Comment des écrivains, on ne disait pas des intellectuels, ont-ils pu être aussi aveugles, haineux, hystériques à l’égard de la Commune  ? Comment Flaubert, Maxime du Camp, Alexandre Dumas fils, Théophile Gautier ont-ils déversé autant d’injures  ? Ils étaient classés comme conservateurs, certes, mais Sand, Zola, Anatole France  ? Des figures que l’on présente de gauche, socialistes  ?

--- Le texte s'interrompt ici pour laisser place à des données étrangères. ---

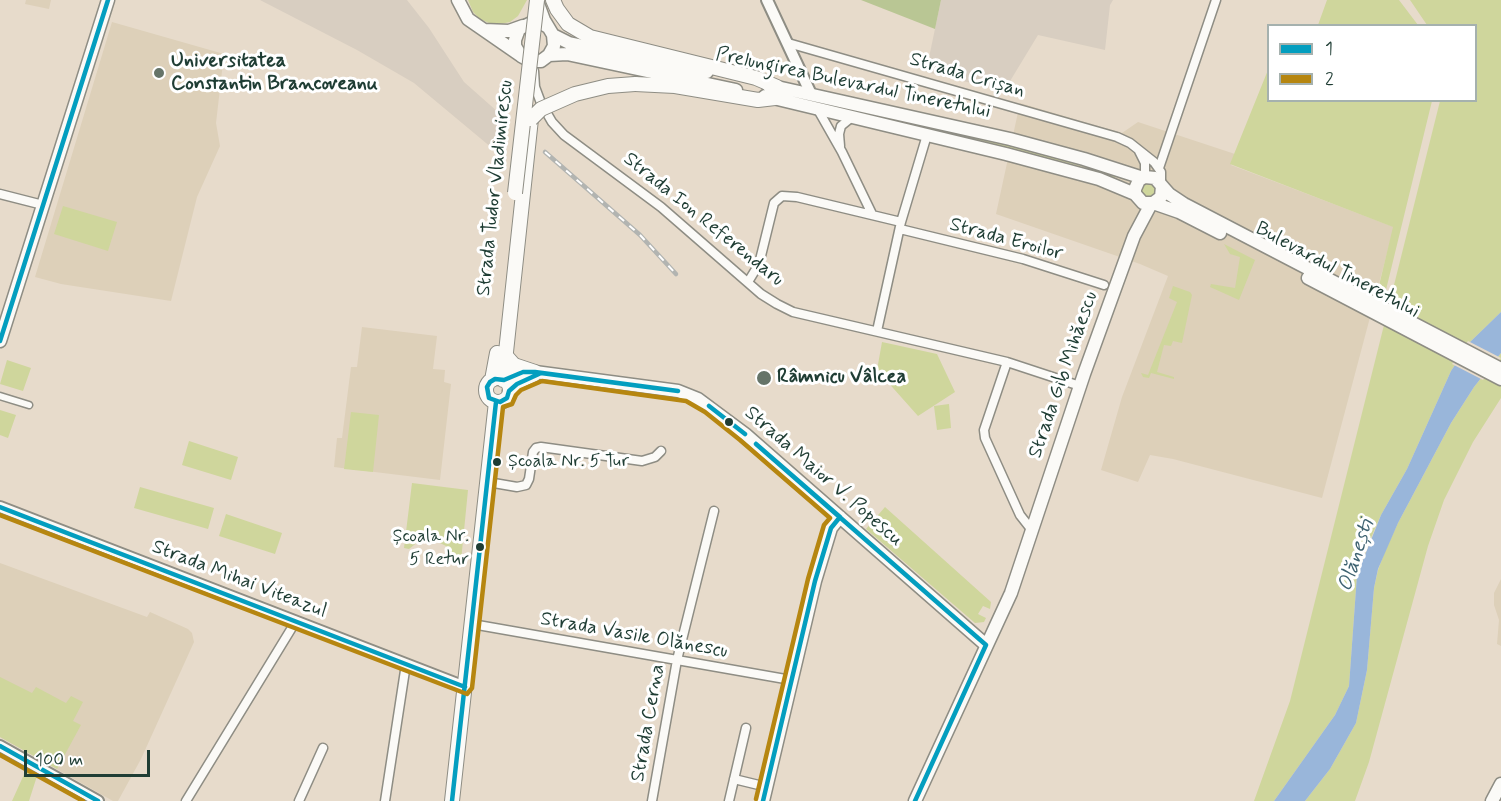 <!DOCTYPE html>
<meta charset="utf-8">
<style>
body{margin:0}
#map{position:relative;width:1501px;height:801px;overflow:hidden;background:#e7dbcb;font-family:Mynerve,sans-serif}
canvas{display:block}
.legend{position:absolute;left:1267px;top:24px;width:210px;height:78px;box-sizing:border-box;background:#fff;border:2px solid #a5b1ae;margin:0;padding:8px 10px;list-style:none;font-size:18px;color:#1f3d34}
.legend li{display:flex;align-items:center;gap:12px;height:30px}
.legend b{width:30px;border:2px solid #a5b1ae}
.scale{position:absolute;left:24px;top:750px;width:126px;height:27px;box-sizing:border-box;border:3px solid #1f3d34;border-top:0;padding-left:8px;font-size:18px;line-height:21px;white-space:nowrap;color:#1f3d34;-webkit-text-stroke:4px #fff;paint-order:stroke}
</style>
<div id="map">
<canvas width="1501" height="801"></canvas>
<ul class="legend">
<li><b style="height:8px;background:#039ebf"></b>1</li>
<li><b style="height:8px;background:#b68610"></b>2</li>
</ul>
<div class="scale">100 m</div>
</div>
<script>
const context = document.querySelector('canvas').getContext('2d');
context.lineJoin = 'round';
function fill(path, color) { context.fillStyle = color; context.fill(path, 'evenodd'); }
const shape = rows => new Path2D(rows.map(r => 'M' + r).join(''));
function trace(path, color, width, dash) { context.strokeStyle = color; context.lineWidth = width; context.lineCap = dash ? 'butt' : 'round'; context.setLineDash(dash || []); context.stroke(path); }
function drawText(font, color, halo, rows, align = 'center') {
  context.font = font + ' Mynerve,sans-serif'; context.lineWidth = 6; context.setLineDash([]); context.textBaseline = 'middle'; context.strokeStyle = halo; context.fillStyle = color; for (const [text, x, y, turn = 0] of rows) {
    context.save(); context.translate(x, y); context.rotate((+turn || 0) * Math.PI / 180); context.textAlign = isNaN(turn) ? turn : align; if (halo) context.strokeText(text, 0, 0); context.fillText(text, 0, 0); context.restore();
  }
}
fill(shape([
 [26,0,51,0,49,9,25,4],
 [112,22,224,54,216,123,220,146,197,197,171,301,61,284,35,277],
 [1020,103,1122,133,1138,122,1235,154,1231,165,1394,227,1322,498,1173,459,1150,455,1138,482,1101,470,1122,397,1168,276,1140,264,996,214],
 [362,327,437,336,433,369,445,370,444,382,451,384,440,480,334,467,337,438,342,438,351,367,357,367],
 [0,563,147,617,150,612,188,629,192,633,194,642,141,759,118,801,113,801,0,737],
 [1501,579,1501,646,1497,644,1499,620,1494,605,1494,593]
]), '#ddd0b9');
fill(shape([
 [260,0,407,0,429,28,464,82,507,120,504,158,414,83,357,50],
 [941,0,1113,0,1110,5,1105,50,1038,35,1004,91,926,72]
]), '#d8cec1');
fill(shape([
 [468,0,527,0,518,16,510,22,500,24,489,23,480,19,473,12],
 [1327,0,1399,0,1418,25,1318,25],
 [1410,0,1501,0,1501,312,1470,342,1451,371,1407,469,1381,515,1368,545,1357,575,1349,686,1335,715,1274,801,1254,801,1290,701,1440,101,1476,100,1476,26,1427,25],
 [1268,70,1268,100,1432,101,1384,298,1377,294,1393,227,1230,164],
 [856,108,945,129,944,133,855,113],
 [951,130,1085,163,1116,174,1115,178,1084,167,950,134],
 '1141 190a8 8 0 1 1 16 0a8 8 0 1 1-16 0Z',
 [63,206,117,222,108,251,54,234],
 [1224,244,1255,260,1239,300,1210,287,1211,284,1235,288,1240,257,1230,254],
 [1173,286,1190,292,1192,295,1182,343,1173,341,1171,346,1164,345,1157,372,1174,377,1174,379,1151,373,1149,378,1143,377,1141,373,1148,375,1177,302,1169,298],
 [882,342,937,354,955,392,918,416,877,370],
 [1501,353,1501,398,1473,442,1444,500,1428,546,1369,762,1355,801,1305,801,1330,769,1356,723,1367,670,1374,588,1378,570,1385,551,1398,523,1451,423,1474,387],
 [7,360,31,368,23,391,0,384],
 [949,404,951,428,937,430,934,406],
 [0,410,16,415,8,438,0,435],
 [351,412,379,415,373,472,344,469],
 [189,441,238,457,231,480,182,465],
 [412,483,468,490,461,561,452,560,446,546,432,539,419,541,409,549,404,548],
 [140,487,214,508,208,529,134,508],
 [885,507,991,602,990,609,983,606,978,614,986,618,984,622,975,623,866,529],
 [226,514,282,533,275,554,219,536],
 [0,677,32,693,36,687,66,703,71,696,83,702,73,721,81,725,57,769,0,737],
 [26,770,37,776,29,801,12,801]
]), '#cfd69c');
fill(shape([
 [861,0,941,0,935,29]
]), '#b9c694');
fill(shape([
 [1501,312,1501,353,1474,387,1451,423,1398,523,1378,569,1374,588,1367,670,1356,723,1330,769,1305,801,1274,801,1335,715,1349,686,1357,575,1381,515,1407,469,1451,371,1470,342]
]), '#99b6da');
fill(shape([
 [1468,341,1501,358,1483,380,1452,364]
]), '#e7dbcb');
const pedestrian = shape([
 [0,396,29,405]
]);
const minor = shape([
 [788,43,1117,137,1130,143,1154,162,1161,172,1161,185],
 [534,71,535,87,541,103,552,122,564,135,661,207,761,294,777,304,793,312,1007,362,1080,386],
 [817,108,842,152,872,214],
 [840,146,839,134,841,126,852,117],
 [1139,151,1145,163,1145,177],
 [1159,168,1216,0],
 [0,194,43,205],
 [900,229,1023,259,1104,285],
 [748,282,759,264,774,203,782,196,797,197,901,222],
 [877,331,901,222,927,135],
 [1007,362,984,430,985,438,1020,515,1031,529],
 [488,482,517,487,526,485,529,479,533,452,536,448,541,447,642,461,655,457,661,451],
 [472,624,791,680],
 [734,779,767,787],
 [186,801,296,621],
 [299,801,323,748],
 [385,801,406,664],
 [652,801,677,660,714,511],
 [729,801,746,728]
]);
const tertiary = shape([
 [767,0,811,94],
 [0,507,465,687],
 [0,746,98,801]
]);
const secondary = shape([
 [458,0,468,19,520,55],
 [537,1,544,20,553,35,554,46,549,55,541,61,530,61,521,56,515,46,515,40,519,29,533,22,541,23,548,27],
 [484,30,509,31,523,26],
 [553,35,569,43,707,72],
 [549,55,567,54,736,90],
 [768,85,1010,139,1084,159,1143,178],
 [765,96,1006,154,1099,179,1135,194],
 [1162,186,1161,197,1153,203,1143,203,1135,194,1135,189,1139,180,1145,177,1155,178,1169,194,1184,204,1501,369],
 [1153,203,1179,212,1220,233],
 [1308,278,1501,379],
 [0,341,108,0],
 [504,380,523,372,535,372,678,391,698,399,745,434,986,645],
 [509,391,522,381,535,375],
 [763,801,815,581,831,528,840,517],
 [915,801,1011,593,1084,374,1134,236,1151,204],
 [1492,801,1501,784]
]);
const primary = shape([
 [553,0,557,9,568,24,590,37,756,78,777,87],
 [635,84,675,86,758,100,775,98],
 [506,356,514,365,535,372],
 '486 390a12 12 0 1 1 24 0a12 12 0 1 1-24 0Z',
 [492,380,497,353],
 [503,380,531,119],
 [452,801,496,402]
]);
trace(pedestrian, '#8e8d84', 9);
trace(minor, '#8e8d84', 11);
trace(tertiary, '#8e8d84', 14);
trace(secondary, '#8e8d84', 15);
trace(primary, '#8e8d84', 16);
trace(pedestrian, '#fbfaf7', 6);
trace(minor, '#fbfaf7', 8);
trace(tertiary, '#fbfaf7', 10);
trace(secondary, '#fbfaf7', 12);
trace(primary, '#fbfaf7', 14);
const rail = shape([
 [545,152,640,235,676,274]
]);
trace(rail, '#b2b4b1', 4.5);
trace(rail, '#fff', 2, [7]);
const primaryBridge = shape([
 [531,119,541,109,575,94,608,86,635,84],
 [515,193,537,0]
]);
trace(primaryBridge, '#8e8d84', 16, []);
trace(primaryBridge, '#fbfaf7', 14);
trace(shape([
 [0,341,108,0],
 [523,372,535,372,678,391,541,373,517,384,509,391,507,398,500,402,489,398,487,387,490,382,495,379,504,380,523,372],
 [709,406,745,434],
 [709,406,745,434],
 [756,444,840,517],
 [756,444,986,645,915,801],
 [0,507,465,687],
 [0,746,98,801],
 [452,801,496,402],
 [763,801,815,581,831,528,840,517]
]), '#039ebf', 4.5);
trace(shape([
 [0,515,467,694,472,688,503,407,512,404,516,395,521,390,542,381,686,401,705,412,740,440,830,518,824,525,808,579,756,799],
 [0,755,83,801]
]), '#b68610', 4.5);
for (const [x, y, r, color] of [
 [159,73,6,"#657469"],
 [764,378,8,"#657469"],
 [729,422,5,"#1f3d34"],
 [497,462,5,"#1f3d34"],
 [480,547,5,"#1f3d34"]
]) { const dot = new Path2D(); dot.arc(x, y, r, 0, 2 * Math.PI); context.fillStyle = color; context.fill(dot); trace(dot, '#fff', 2); }
drawText('18px', '#1f3d34', '#fff', [
 ["Școala Nr. 5 Tur",508,462],
 ["Școala Nr.",469,537,"right"],
 ["5 Retur",469,560,"right"]
], 'left');
drawText('bold 20px', '#1f3d34', '#fff', [
 ["Universitatea",171,62],
 ["Constantin Brancoveanu",171,85],
 ["Râmnicu Vâlcea",777,378]
], 'left');
drawText('20px', '#1f3d34', '#fff', [
 ["Strada Crișan",967,76,16],
 ["Prelungirea Bulevardul Tineretului",853,84,12],
 ["Strada Tudor Vladimirescu",496,188,-84],
 ["Strada Ion Referendaru",703,220,39],
 ["Strada Eroilor",1006,240,15],
 ["Bulevardul Tineretului",1337,271,28],
 ["Strada Gib Mihăescu",1064,375,-71],
 ["Strada Maior V. Popescu",823,477,41],
 ["Strada Mihai Viteazul",239,580,21],
 ["Strada Vasile Olănescu",634,636,10],
 ["Strada Cerna",649,723,-80]
]);
drawText('italic 21px', '#3e6271', '#fff', [
 ["Olănești",1357,556,-72]
]);
</script>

Passionnante synthèse que celle réalisée et republiée par Paul Lidsky. Aucun de ces écrivains ne participera, ni défendra la Commune, sauf Vallès, Verlaine, Rimbaud. Ce livre figure parmi les classiques du genre pour comprendre la société française de la fin du XIXe siècle et ses clivages.

Une référence  !

La bourgeoisie a peur de cette classe ouvrière qui émerge (cf. Classes laborieuses, classes dangereuses, de Louis Chevalier), elle laisse le soin aux gens de lettres d’afficher le mépris à l’égard de ces «  barbares qui sont au milieu de nous  ». Les quartiers de l’Est parisien, habités par une faune méconnue, suscitent nombre de fantasmes, un genre de cour des Miracles remis au goût du jour par Hugo, très ambigu lors de la Commune. 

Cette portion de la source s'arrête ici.